Work to be completed: Lines in the listing below that contain the string "tools" are to be found and copied.
************
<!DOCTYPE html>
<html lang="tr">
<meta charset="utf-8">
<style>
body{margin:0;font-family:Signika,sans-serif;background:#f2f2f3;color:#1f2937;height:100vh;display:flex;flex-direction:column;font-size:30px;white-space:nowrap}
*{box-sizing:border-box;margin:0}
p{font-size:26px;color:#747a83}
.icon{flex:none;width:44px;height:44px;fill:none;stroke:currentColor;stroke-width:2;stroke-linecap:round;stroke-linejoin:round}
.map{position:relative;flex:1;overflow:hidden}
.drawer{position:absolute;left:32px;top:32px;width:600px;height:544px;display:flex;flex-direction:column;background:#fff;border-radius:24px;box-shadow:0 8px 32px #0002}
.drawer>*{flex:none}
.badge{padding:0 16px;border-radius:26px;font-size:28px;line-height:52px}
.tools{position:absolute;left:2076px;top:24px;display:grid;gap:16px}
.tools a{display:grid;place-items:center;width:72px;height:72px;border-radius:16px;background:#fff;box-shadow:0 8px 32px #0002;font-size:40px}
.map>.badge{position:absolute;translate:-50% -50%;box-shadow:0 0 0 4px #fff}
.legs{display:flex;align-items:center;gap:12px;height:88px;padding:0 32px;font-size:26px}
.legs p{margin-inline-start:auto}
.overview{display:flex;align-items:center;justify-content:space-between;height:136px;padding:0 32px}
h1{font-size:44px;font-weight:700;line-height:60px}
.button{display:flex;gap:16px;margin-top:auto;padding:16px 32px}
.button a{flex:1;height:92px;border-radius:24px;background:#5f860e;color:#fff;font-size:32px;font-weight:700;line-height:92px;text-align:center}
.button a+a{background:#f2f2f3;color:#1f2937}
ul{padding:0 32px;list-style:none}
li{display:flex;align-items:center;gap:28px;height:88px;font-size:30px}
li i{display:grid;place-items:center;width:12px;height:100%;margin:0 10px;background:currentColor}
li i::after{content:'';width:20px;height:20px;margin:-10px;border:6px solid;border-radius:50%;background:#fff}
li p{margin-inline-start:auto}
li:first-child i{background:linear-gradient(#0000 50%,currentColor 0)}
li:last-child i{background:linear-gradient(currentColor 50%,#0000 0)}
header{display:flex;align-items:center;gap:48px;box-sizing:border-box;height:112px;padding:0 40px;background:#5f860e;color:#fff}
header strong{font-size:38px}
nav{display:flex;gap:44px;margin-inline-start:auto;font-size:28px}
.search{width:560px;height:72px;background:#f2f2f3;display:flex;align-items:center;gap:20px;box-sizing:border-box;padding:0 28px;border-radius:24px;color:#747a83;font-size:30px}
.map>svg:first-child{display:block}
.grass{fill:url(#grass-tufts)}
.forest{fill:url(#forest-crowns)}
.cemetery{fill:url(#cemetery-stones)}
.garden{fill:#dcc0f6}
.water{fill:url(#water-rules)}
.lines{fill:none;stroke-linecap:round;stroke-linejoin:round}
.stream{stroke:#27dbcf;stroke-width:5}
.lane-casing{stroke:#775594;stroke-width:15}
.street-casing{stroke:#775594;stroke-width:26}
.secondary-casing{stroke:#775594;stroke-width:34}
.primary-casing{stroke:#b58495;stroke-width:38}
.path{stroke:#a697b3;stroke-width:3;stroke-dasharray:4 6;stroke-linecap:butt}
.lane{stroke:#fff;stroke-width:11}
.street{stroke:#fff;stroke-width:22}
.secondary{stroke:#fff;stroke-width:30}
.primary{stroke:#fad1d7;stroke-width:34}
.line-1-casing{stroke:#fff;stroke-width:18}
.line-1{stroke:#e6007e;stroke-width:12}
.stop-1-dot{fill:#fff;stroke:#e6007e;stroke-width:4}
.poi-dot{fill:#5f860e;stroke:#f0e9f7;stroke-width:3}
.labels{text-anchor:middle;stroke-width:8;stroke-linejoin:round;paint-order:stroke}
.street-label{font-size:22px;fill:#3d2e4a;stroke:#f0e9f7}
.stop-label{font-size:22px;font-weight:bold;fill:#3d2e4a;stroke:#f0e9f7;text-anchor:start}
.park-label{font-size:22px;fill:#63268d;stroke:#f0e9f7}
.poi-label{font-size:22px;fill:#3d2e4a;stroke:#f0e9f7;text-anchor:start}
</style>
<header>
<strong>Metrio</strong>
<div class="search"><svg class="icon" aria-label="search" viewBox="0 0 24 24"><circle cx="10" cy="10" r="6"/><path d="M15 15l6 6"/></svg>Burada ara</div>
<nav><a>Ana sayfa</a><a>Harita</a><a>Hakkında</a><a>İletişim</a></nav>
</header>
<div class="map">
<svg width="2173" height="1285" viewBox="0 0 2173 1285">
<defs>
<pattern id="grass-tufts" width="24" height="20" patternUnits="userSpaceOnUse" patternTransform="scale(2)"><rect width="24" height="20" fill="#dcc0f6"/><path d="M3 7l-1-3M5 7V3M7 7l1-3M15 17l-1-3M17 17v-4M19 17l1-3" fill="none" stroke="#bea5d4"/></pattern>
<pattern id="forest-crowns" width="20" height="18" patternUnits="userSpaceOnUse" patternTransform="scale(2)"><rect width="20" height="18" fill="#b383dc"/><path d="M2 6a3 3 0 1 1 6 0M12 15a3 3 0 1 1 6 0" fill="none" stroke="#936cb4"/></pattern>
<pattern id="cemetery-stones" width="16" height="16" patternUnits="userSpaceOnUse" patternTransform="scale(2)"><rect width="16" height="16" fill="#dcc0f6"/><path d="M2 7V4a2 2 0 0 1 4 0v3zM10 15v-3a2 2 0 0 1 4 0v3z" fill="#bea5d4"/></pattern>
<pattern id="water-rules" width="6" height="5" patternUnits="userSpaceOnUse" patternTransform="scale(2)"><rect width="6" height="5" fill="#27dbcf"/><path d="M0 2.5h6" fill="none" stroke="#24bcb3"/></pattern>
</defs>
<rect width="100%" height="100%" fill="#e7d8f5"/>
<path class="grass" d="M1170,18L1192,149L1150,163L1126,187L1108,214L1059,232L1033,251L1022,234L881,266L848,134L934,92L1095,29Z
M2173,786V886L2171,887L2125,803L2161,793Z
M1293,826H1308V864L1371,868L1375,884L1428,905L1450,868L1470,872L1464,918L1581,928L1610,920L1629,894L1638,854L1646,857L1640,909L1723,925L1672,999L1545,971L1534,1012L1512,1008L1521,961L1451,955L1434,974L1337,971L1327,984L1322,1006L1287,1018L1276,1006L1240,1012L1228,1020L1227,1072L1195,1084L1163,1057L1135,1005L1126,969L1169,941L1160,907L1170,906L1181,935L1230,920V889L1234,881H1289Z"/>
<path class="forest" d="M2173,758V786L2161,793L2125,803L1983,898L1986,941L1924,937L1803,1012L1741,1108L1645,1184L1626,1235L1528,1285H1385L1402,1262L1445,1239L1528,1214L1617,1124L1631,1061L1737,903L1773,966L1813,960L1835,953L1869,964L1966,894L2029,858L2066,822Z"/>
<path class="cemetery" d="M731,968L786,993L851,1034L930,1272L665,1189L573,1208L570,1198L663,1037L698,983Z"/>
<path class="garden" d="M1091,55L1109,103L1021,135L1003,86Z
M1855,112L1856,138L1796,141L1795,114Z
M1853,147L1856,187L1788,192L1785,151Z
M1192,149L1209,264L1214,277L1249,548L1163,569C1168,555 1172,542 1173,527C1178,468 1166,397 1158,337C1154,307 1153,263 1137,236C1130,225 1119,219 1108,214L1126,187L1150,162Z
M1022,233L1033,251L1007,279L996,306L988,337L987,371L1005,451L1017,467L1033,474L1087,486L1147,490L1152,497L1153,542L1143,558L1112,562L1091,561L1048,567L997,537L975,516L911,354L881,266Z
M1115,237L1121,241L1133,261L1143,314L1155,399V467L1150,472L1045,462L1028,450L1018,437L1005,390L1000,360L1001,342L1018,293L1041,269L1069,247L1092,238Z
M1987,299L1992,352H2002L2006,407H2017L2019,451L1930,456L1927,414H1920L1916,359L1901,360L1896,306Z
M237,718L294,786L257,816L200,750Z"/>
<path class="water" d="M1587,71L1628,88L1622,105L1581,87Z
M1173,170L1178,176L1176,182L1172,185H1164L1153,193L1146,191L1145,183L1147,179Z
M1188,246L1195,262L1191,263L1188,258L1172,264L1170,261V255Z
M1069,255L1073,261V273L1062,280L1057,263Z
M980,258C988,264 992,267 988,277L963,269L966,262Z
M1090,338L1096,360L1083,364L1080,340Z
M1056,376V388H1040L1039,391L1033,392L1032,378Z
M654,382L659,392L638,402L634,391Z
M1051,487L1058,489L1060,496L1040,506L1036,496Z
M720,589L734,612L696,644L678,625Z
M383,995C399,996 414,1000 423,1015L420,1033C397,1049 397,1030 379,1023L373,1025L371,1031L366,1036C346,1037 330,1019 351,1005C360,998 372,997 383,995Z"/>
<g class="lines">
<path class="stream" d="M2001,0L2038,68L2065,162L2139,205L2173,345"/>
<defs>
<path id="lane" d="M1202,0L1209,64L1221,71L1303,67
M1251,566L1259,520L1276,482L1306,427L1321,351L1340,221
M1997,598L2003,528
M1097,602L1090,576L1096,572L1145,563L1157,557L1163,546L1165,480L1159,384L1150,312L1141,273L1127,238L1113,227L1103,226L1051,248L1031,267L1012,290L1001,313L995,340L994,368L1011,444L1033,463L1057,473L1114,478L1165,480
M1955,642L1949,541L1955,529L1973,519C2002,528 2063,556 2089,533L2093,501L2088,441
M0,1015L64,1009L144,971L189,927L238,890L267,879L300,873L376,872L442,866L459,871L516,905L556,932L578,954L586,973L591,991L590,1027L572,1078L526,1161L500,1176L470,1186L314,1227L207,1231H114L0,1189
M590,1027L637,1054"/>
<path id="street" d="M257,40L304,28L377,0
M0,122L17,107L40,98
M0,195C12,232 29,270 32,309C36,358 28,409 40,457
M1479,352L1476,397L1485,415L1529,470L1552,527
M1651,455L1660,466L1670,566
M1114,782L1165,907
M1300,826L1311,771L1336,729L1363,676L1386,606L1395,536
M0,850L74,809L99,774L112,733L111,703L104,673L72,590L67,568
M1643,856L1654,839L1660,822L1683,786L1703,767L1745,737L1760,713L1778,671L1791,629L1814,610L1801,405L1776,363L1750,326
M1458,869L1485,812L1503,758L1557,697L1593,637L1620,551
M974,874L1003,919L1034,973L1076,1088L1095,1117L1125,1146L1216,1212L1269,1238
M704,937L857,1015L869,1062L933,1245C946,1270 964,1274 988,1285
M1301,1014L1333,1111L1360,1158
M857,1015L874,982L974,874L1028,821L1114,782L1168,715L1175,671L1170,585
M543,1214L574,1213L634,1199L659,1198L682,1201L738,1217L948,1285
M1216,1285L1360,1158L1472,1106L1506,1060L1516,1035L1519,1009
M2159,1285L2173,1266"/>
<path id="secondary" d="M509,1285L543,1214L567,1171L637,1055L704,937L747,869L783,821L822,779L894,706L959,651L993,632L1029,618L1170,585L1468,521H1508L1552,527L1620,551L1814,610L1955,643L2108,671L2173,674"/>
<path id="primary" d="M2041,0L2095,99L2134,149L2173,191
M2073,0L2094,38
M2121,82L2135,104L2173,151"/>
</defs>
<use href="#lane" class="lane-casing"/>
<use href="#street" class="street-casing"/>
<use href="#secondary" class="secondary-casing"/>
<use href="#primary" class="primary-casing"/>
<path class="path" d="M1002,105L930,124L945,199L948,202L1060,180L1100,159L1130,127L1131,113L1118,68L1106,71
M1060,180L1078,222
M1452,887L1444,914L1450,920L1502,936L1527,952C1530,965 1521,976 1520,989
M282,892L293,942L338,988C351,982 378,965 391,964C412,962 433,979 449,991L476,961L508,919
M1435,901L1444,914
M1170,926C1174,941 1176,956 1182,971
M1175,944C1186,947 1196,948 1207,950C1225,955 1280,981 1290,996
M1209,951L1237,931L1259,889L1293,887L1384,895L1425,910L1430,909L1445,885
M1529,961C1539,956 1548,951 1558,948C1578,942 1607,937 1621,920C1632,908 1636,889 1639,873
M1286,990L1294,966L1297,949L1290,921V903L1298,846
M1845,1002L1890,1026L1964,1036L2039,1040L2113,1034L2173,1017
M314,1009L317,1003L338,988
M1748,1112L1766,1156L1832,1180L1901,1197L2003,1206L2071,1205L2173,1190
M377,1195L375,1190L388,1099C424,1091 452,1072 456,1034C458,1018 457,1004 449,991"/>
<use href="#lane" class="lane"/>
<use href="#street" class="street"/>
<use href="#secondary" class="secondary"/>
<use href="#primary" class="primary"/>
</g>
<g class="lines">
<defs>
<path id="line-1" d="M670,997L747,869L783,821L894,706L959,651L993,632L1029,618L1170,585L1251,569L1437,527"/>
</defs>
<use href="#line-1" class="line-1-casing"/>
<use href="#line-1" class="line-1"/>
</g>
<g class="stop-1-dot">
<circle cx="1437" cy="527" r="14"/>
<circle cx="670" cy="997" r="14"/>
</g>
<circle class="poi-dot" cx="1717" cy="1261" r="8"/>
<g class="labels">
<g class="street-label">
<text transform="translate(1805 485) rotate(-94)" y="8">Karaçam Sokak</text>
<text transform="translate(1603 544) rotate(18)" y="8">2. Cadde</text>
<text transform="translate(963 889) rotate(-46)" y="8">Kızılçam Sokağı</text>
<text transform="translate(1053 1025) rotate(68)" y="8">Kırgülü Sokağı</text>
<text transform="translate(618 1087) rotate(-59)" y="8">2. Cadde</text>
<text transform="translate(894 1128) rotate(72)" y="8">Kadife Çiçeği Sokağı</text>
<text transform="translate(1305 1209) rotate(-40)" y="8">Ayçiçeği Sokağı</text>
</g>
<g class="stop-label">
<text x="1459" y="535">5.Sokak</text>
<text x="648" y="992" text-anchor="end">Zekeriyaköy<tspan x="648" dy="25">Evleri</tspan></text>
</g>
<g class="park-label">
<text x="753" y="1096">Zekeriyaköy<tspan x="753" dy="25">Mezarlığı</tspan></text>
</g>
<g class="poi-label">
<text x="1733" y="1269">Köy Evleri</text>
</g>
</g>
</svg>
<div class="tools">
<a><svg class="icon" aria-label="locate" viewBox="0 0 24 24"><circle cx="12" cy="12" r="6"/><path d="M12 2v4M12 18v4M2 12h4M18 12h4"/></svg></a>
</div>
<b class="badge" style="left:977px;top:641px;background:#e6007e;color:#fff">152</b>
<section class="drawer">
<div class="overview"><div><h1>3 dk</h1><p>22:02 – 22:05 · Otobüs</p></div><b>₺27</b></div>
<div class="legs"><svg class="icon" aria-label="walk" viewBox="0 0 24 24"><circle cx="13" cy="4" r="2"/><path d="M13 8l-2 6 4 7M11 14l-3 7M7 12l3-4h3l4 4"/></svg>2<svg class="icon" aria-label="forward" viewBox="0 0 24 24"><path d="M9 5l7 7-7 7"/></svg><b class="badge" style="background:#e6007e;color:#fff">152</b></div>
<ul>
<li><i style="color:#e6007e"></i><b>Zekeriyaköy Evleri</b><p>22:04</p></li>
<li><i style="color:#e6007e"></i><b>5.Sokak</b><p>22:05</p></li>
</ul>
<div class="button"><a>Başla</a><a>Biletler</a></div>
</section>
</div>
************
Task answer:
.tools{position:absolute;left:2076px;top:24px;display:grid;gap:16px}
.tools a{display:grid;place-items:center;width:72px;height:72px;border-radius:16px;background:#fff;box-shadow:0 8px 32px #0002;font-size:40px}
<div class="tools">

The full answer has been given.